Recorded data
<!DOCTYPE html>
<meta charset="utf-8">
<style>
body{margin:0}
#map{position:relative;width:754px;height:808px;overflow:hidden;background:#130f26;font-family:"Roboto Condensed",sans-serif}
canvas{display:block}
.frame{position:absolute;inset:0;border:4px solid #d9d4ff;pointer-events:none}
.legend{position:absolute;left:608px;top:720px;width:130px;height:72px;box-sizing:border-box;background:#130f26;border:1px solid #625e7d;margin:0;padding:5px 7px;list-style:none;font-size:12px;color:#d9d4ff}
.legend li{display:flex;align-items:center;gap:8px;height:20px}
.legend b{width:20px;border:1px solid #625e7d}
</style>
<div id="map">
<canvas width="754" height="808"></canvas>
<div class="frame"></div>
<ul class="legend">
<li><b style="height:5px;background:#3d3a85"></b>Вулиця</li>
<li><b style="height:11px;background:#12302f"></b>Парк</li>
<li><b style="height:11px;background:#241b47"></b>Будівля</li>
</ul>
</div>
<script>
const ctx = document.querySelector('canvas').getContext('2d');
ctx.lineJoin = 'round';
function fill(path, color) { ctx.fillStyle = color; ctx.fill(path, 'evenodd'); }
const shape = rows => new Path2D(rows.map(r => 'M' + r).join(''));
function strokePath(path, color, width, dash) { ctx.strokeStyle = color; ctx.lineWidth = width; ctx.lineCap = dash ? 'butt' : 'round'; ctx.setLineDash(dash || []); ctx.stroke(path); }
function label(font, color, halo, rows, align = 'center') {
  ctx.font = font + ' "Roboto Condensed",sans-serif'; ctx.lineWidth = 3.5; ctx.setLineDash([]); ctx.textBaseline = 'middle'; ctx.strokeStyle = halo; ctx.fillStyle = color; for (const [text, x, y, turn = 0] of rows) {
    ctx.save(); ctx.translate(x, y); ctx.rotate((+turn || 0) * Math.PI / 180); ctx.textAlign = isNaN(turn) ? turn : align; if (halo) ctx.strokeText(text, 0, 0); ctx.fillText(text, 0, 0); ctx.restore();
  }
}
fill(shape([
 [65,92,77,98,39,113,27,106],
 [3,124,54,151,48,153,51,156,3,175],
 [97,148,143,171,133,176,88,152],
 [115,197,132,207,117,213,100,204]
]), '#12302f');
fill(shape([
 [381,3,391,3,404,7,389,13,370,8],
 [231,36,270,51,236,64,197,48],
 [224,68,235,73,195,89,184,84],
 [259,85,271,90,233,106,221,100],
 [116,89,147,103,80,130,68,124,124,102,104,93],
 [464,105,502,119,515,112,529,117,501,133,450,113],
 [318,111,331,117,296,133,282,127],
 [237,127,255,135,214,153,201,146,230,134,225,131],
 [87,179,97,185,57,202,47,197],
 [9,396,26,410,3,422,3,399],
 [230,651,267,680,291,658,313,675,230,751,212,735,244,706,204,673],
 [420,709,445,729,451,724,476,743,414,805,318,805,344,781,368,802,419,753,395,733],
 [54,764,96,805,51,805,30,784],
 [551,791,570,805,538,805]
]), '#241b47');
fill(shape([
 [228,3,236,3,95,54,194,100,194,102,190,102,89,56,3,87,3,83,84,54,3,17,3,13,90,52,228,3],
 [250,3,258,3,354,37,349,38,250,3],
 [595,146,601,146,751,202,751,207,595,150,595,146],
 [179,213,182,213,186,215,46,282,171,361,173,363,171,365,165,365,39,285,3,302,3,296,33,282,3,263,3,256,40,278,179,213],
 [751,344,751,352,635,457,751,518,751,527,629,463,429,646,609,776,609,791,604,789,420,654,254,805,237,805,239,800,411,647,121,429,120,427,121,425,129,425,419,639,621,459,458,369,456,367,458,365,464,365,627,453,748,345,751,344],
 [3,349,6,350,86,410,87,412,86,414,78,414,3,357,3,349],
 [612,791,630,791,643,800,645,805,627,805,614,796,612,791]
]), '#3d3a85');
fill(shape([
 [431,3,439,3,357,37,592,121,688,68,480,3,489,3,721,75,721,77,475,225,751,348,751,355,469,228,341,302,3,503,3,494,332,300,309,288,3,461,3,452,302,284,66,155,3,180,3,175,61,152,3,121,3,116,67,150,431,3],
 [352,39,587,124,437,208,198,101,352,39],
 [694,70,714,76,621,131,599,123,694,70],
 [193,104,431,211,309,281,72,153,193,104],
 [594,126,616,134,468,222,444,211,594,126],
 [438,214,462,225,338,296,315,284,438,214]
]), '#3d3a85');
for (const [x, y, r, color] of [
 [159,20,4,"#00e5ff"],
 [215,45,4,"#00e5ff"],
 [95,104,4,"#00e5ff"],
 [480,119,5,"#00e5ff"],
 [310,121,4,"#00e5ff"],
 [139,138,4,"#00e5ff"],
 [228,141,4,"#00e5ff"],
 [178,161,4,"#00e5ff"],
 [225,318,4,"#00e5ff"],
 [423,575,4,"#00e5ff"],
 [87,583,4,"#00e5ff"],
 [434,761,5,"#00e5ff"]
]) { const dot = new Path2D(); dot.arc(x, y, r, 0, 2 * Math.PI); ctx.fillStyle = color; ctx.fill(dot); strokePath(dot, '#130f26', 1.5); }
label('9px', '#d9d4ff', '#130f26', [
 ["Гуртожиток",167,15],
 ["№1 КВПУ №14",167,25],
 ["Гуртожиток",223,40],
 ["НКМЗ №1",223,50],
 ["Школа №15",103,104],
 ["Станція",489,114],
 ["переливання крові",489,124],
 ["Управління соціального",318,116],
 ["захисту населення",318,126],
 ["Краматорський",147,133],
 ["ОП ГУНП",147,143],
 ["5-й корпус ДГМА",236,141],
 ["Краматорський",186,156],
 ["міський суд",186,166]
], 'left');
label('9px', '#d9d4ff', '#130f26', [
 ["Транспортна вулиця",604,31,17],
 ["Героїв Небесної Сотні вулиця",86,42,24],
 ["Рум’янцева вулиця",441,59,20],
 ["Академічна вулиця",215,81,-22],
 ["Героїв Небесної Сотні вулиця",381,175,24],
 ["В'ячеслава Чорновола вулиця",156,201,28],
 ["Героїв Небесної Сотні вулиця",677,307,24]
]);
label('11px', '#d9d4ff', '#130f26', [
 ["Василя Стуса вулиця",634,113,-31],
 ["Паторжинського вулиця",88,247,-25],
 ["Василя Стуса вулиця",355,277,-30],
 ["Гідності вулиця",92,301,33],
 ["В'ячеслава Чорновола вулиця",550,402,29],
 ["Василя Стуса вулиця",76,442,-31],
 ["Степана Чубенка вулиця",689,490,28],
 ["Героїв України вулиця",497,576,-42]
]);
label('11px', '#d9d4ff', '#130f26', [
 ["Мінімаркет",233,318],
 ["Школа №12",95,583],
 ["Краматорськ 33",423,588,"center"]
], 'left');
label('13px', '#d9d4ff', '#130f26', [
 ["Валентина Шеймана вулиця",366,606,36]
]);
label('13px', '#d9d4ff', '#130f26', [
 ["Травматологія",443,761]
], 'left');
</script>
--
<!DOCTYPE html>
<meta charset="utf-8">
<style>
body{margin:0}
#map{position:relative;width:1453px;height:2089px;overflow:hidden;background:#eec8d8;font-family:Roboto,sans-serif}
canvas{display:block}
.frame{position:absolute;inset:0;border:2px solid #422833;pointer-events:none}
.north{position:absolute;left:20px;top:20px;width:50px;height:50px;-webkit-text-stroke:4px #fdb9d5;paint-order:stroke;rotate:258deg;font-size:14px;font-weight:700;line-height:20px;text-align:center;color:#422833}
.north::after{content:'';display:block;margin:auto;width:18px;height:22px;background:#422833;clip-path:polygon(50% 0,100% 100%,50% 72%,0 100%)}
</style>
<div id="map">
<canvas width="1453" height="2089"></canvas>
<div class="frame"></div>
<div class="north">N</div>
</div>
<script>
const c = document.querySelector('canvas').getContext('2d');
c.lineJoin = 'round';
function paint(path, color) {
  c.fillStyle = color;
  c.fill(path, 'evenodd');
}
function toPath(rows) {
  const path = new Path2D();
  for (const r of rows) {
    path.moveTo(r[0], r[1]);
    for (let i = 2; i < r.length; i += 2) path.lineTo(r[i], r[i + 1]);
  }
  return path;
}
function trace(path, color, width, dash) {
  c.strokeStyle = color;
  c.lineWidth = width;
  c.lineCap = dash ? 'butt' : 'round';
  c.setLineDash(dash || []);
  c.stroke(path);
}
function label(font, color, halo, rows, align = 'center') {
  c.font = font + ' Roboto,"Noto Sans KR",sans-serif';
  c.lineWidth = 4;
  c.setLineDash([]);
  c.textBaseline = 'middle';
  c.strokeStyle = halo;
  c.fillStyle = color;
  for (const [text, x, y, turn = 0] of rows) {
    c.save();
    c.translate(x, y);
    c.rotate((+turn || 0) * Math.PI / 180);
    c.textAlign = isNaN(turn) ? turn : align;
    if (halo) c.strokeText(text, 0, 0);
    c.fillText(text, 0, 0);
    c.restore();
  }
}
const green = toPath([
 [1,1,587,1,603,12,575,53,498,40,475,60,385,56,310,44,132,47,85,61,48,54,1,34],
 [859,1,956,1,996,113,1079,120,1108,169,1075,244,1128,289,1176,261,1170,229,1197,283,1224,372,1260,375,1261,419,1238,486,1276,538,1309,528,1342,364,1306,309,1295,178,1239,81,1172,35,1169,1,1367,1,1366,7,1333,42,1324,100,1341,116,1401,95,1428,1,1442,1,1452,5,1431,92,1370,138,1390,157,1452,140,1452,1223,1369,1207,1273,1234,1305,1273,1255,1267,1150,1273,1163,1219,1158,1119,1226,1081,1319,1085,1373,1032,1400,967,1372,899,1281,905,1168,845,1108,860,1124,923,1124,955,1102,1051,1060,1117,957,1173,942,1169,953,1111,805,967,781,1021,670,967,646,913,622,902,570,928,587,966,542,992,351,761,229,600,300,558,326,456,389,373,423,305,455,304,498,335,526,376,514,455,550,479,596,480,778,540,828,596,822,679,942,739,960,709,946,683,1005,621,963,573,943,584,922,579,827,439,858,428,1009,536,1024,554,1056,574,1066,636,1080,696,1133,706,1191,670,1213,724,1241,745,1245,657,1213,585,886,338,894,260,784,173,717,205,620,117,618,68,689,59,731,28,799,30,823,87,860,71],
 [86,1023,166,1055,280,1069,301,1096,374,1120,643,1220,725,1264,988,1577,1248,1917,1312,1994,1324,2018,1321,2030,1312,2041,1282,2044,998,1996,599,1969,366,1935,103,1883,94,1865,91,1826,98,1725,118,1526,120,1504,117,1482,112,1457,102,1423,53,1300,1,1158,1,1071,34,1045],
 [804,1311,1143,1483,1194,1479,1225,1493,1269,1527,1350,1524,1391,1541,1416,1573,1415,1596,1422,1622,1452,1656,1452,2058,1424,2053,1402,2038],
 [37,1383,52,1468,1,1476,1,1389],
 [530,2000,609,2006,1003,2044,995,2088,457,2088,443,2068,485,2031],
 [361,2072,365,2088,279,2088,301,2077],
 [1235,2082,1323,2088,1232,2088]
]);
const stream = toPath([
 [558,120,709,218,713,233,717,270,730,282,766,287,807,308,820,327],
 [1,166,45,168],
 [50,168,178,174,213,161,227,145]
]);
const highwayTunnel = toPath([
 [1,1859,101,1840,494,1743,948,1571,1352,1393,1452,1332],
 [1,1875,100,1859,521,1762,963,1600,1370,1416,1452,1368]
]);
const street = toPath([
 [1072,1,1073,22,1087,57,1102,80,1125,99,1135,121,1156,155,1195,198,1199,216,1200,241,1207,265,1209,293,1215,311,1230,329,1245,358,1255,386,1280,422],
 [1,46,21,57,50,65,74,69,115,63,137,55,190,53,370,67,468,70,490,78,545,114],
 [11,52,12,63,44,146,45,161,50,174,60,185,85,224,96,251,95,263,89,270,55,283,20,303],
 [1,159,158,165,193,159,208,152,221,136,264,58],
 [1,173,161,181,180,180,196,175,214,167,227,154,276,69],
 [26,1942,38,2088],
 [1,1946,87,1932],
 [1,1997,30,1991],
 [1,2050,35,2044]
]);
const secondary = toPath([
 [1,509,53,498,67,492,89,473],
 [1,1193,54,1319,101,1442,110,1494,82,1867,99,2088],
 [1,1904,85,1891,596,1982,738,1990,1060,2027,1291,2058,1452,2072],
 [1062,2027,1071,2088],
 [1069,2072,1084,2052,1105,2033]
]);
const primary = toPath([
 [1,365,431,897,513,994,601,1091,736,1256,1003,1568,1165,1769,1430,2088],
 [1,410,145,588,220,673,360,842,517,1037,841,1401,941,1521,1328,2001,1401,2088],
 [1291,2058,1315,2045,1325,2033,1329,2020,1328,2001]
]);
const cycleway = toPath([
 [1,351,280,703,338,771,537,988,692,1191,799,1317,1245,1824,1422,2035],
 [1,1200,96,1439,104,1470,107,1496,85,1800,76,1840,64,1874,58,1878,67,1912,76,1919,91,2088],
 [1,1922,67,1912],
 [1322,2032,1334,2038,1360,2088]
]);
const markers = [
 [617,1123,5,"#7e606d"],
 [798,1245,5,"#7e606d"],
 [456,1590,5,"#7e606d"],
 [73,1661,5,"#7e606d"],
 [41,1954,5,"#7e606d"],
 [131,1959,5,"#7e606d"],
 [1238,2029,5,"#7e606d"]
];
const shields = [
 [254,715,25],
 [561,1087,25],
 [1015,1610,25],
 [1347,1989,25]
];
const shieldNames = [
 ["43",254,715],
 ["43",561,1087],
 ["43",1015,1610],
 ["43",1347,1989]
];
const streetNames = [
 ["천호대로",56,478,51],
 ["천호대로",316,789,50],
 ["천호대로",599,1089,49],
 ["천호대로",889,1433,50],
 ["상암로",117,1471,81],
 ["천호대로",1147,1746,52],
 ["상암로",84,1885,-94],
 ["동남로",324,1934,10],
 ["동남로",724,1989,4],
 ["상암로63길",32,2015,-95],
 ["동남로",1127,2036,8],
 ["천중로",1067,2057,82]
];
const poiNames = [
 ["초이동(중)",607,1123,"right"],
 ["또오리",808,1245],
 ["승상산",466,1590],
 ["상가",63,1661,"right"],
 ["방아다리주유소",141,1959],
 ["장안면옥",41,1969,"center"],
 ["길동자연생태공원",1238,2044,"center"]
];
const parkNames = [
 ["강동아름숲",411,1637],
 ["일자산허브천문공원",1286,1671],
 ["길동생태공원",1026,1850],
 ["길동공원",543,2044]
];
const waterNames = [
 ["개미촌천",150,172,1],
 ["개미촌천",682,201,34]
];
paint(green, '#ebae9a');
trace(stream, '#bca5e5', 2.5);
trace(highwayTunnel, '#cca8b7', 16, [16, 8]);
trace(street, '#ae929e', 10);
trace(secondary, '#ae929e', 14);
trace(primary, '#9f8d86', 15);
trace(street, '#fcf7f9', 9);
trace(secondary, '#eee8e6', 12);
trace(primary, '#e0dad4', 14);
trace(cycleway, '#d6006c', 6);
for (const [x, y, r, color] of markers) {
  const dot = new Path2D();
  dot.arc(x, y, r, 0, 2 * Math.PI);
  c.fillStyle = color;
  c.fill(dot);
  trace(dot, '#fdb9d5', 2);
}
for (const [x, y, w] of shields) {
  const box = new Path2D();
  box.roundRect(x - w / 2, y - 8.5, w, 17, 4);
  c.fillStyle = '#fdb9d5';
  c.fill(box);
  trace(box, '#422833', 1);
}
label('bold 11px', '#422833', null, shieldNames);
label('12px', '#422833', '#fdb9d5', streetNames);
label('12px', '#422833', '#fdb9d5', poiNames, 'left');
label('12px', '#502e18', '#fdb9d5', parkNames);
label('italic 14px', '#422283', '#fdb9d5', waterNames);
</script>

*Exercise details:* Taking the lines above, repeat exactly those from the line that contains "c.stroke(path);" through the line that contains "c.textAlign = isNaN(turn) ? turn : align;", and both of those lines as well. Include nothing else.

*Reply to the exercise:*
  c.stroke(path);
}
function label(font, color, halo, rows, align = 'center') {
  c.font = font + ' Roboto,"Noto Sans KR",sans-serif';
  c.lineWidth = 4;
  c.setLineDash([]);
  c.textBaseline = 'middle';
  c.strokeStyle = halo;
  c.fillStyle = color;
  for (const [text, x, y, turn = 0] of rows) {
    c.save();
    c.translate(x, y);
    c.rotate((+turn || 0) * Math.PI / 180);
    c.textAlign = isNaN(turn) ? turn : align;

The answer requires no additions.